The downloading and distribution of pirated software is a global phenomenon, but it is particularly prevalent in African countries such as Botswana, Kenya, and South Africa.
Downloading pirated software in South Africa can not only expose you to legal repercussions, but can also harm economic investment and cost more in the long run, according to Tarsus Distribution Dell and Microsoft general manager Justine Louw.
The Business Software Alliance (BSA) Global Software Survey for 2016 shows that Sub-Saharan African countries such as Botswana, Kenya, Nigeria, Zambia and Zimbabwe have unlicensed software installation rates of 75% and above.
This means that around one in four pieces of commercial software in use is fully compliant and licensed, with the rest being pirated or unlicensed.
“In some cases, software is unlicensed because end-users knowingly copy an application from a friend or colleague without paying for a licence, or download it from a ‘free’ site on the Internet,” Louw said.

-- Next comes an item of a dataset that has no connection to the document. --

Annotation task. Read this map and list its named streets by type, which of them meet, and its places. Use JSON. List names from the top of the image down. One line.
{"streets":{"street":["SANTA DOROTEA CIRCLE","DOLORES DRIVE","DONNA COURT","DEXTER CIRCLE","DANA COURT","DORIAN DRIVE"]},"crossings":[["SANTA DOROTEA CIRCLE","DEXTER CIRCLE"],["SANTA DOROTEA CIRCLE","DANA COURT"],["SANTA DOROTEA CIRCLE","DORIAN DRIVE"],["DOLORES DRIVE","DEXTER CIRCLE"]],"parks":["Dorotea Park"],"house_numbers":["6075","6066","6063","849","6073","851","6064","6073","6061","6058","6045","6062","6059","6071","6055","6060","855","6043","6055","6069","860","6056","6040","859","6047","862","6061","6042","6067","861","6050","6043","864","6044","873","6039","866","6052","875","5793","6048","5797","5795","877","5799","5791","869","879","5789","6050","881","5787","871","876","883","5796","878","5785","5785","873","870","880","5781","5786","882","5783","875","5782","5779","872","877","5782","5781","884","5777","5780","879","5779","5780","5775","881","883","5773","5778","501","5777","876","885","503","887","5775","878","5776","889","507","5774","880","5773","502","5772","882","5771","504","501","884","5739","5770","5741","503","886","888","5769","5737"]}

“In other cases, users are not aware their software is unlicensed until they need technical support or a software update.”
Louw added that some resellers might copy the software and sell it as the original product with convincing counterfeit packaging, or load unlicensed software onto a client’s PC without mentioning that it is unlicensed.
Risks of piracy
Louw said that South Africans should avoid counterfeit software for a number of reasons, not least of which is the illegal nature of the practice.

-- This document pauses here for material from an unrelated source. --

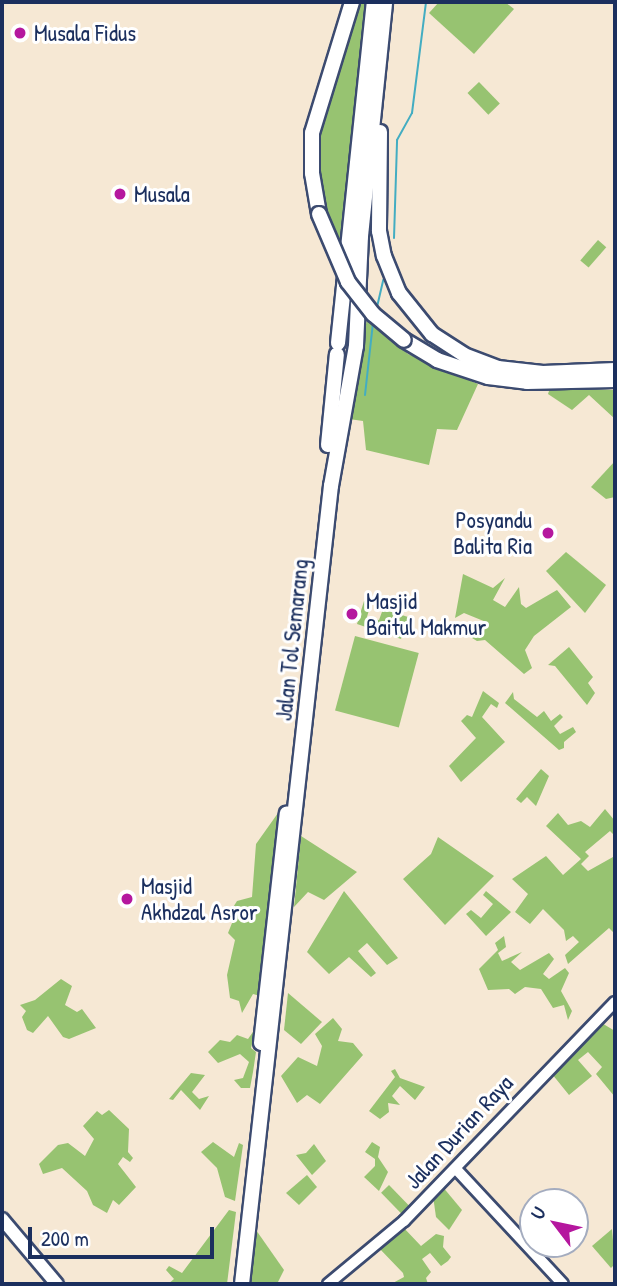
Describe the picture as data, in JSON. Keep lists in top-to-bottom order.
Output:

“In most parts of the world, software piracy is illegal and users who knowingly or unknowingly make use of unlicensed software can be subjected to fines and other penalties,” Louw said.

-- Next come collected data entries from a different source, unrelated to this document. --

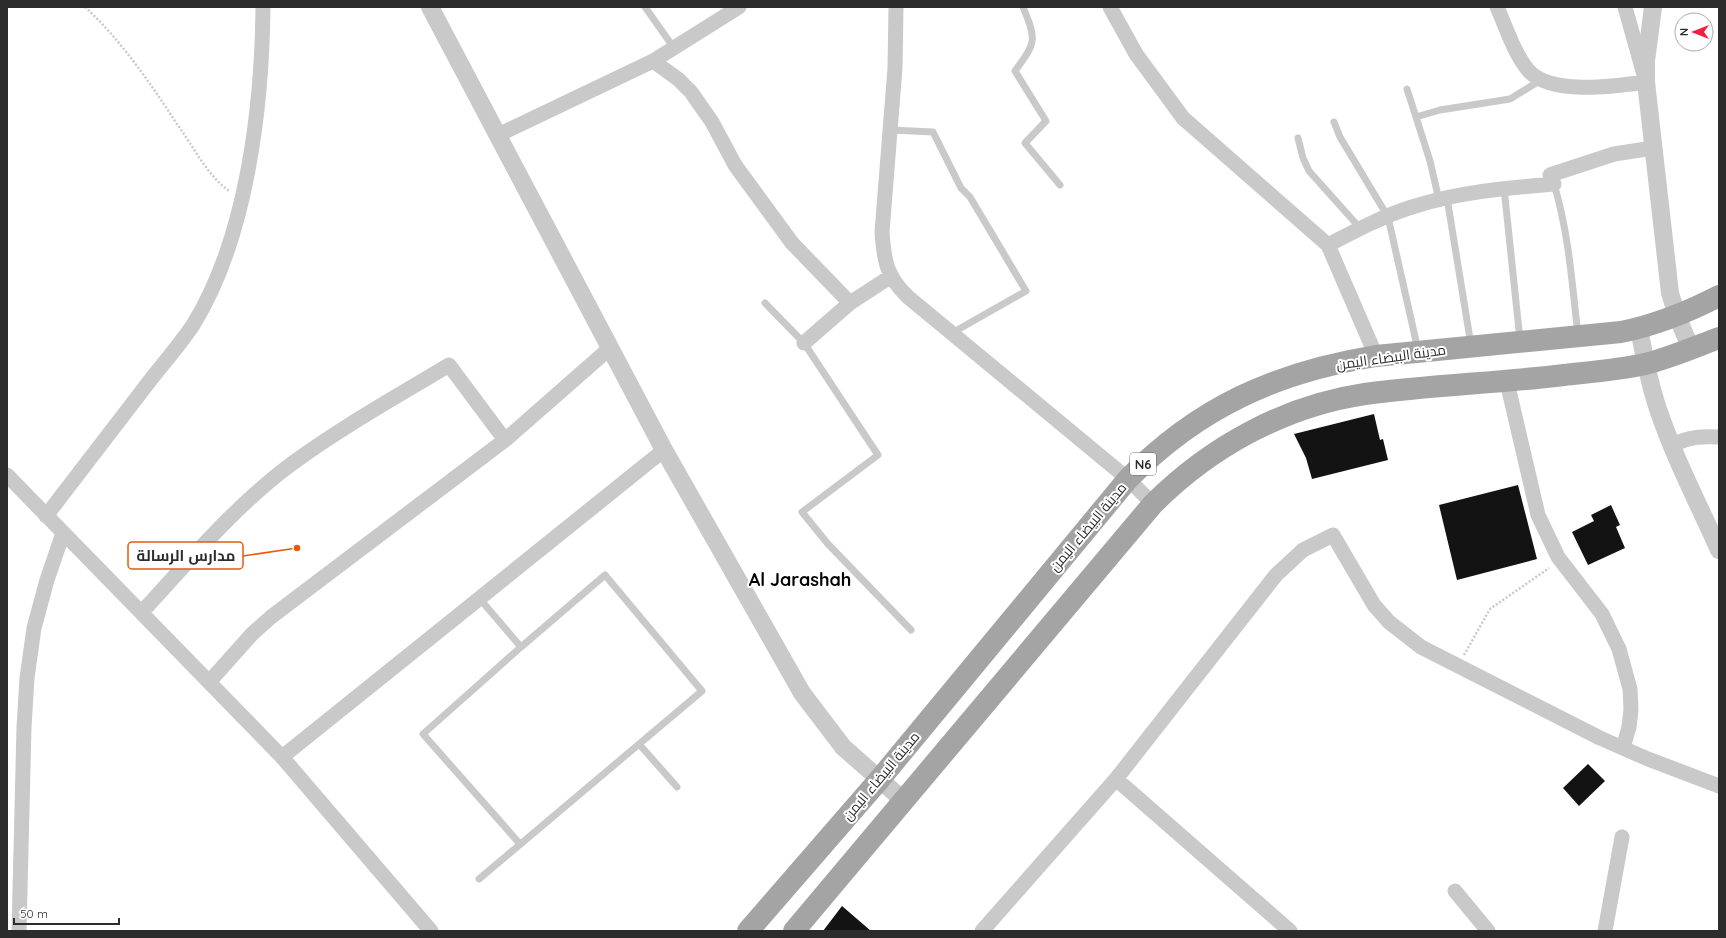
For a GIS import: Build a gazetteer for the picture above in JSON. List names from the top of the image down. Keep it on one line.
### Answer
{"streets":{"main road":["مدينة البيضاء اليمن","N6"]},"districts":["Al Jarashah"],"places":["مدارس الرسالة"],"scale_bar":"50 m","north":"left"}
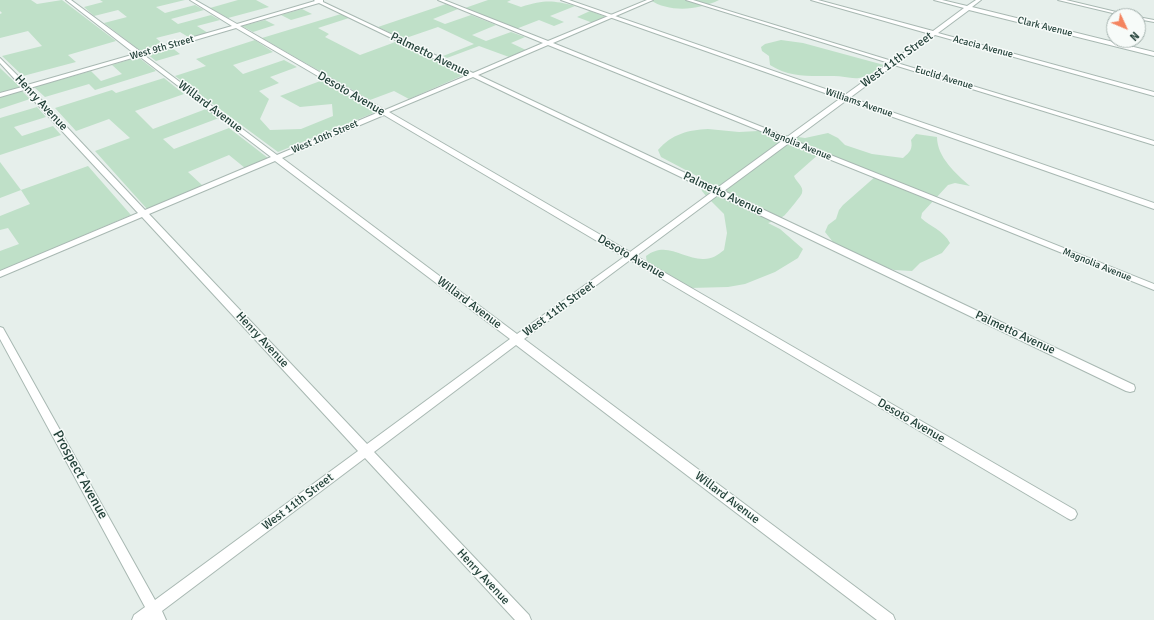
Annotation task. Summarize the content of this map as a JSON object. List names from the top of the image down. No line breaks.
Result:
{"streets":{"street":["Clark Avenue","Acacia Avenue","West 9th Street","Palmetto Avenue","West 11th Street","Euclid Avenue","Desoto Avenue","Henry Avenue","Williams Avenue","Willard Avenue","West 10th Street","Magnolia Avenue","Prospect Avenue"]},"crossings":[["Clark Avenue","West 11th Street"],["Acacia Avenue","West 11th Street"],["West 9th Street","Palmetto Avenue"],["West 9th Street","Desoto Avenue"],["West 9th Street","Henry Avenue"],["West 9th Street","Willard Avenue"],["Palmetto Avenue","West 11th Street"],["Palmetto Avenue","West 10th Street"],["West 11th Street","Euclid Avenue"],["West 11th Street","Desoto Avenue"],["West 11th Street","Henry Avenue"],["West 11th Street","Williams Avenue"],["West 11th Street","Willard Avenue"],["West 11th Street","Magnolia Avenue"],["West 11th Street","Prospect Avenue"],["Desoto Avenue","West 10th Street"],["Henry Avenue","West 10th Street"],["Williams Avenue","West 10th Street"],["Willard Avenue","West 10th Street"],["West 10th Street","Magnolia Avenue"]],"north":"bottom right"}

She added that counterfeit software also has a high risk of containing malicious tools like spyware, viruses, and other malware.
“Often, criminals distribute malware-infested software with the goal of using it to gain access to a victim’s computer, so that they can steal their data or identity,” Louw said.
A software license not only allows you to use an application legally, but it also buys you support from the original vendor or official reseller.
“You can call or email someone for help if you run into a technical issue or simply need some assistance using the software,” Louw said.
“You will usually be able to get the latest feature updates and security patches, and you’ll have access to instructions and other official resources from the software vendor. That, in turn, allows you to get the most from your software.”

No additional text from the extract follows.